Task
Output the whole listing exactly, except for the pictures in it.

Data
· · · · ·
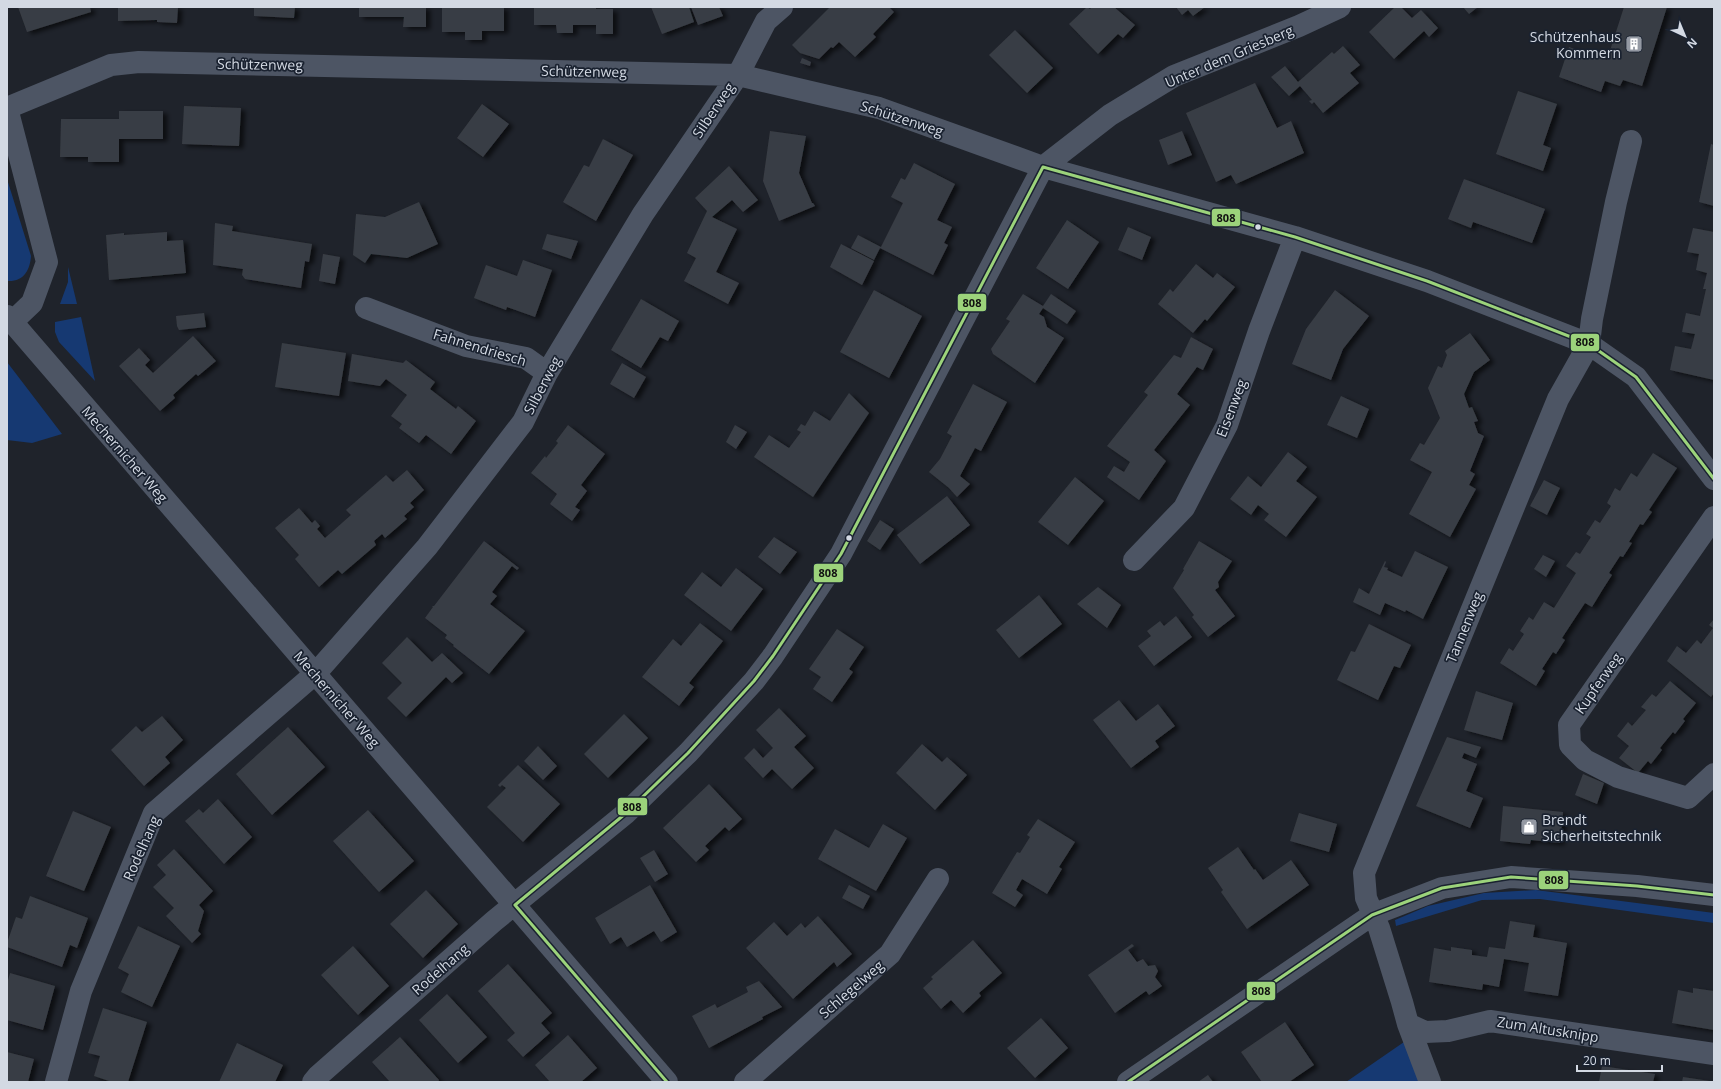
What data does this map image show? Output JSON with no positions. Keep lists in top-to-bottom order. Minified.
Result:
{"streets":{"street":["Unter dem Griesberg","Schützenweg","Silberweg","Fahnendriesch","Eisenweg","Mechernicher Weg","Tannenweg","Kupferweg","Rodelhang","Schlegelweg","Zum Altusknipp"]},"crossings":[["Unter dem Griesberg","Schützenweg"],["Unter dem Griesberg","Rodelhang"],["Schützenweg","Silberweg"],["Schützenweg","Eisenweg"],["Schützenweg","Tannenweg"],["Schützenweg","Rodelhang"],["Silberweg","Fahnendriesch"],["Silberweg","Mechernicher Weg"],["Silberweg","Rodelhang"],["Mechernicher Weg","Rodelhang"]],"places":{"building":["Schützenhaus Kommern"],"shop":["Brendt Sicherheitstechnik"]},"lines":["transit line 808"],"scale_bar":"20 m","north":"bottom right"}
· · · · ·
Task output
What data does this map image show? Output JSON with no positions. Keep lists in top-to-bottom order. Minified.
Result:
{"streets":{"street":["Unter dem Griesberg","Schützenweg","Silberweg","Fahnendriesch","Eisenweg","Mechernicher Weg","Tannenweg","Kupferweg","Rodelhang","Schlegelweg","Zum Altusknipp"]},"crossings":[["Unter dem Griesberg","Schützenweg"],["Unter dem Griesberg","Rodelhang"],["Schützenweg","Silberweg"],["Schützenweg","Eisenweg"],["Schützenweg","Tannenweg"],["Schützenweg","Rodelhang"],["Silberweg","Fahnendriesch"],["Silberweg","Mechernicher Weg"],["Silberweg","Rodelhang"],["Mechernicher Weg","Rodelhang"]],"places":{"building":["Schützenhaus Kommern"],"shop":["Brendt Sicherheitstechnik"]},"lines":["transit line 808"],"scale_bar":"20 m","north":"bottom right"}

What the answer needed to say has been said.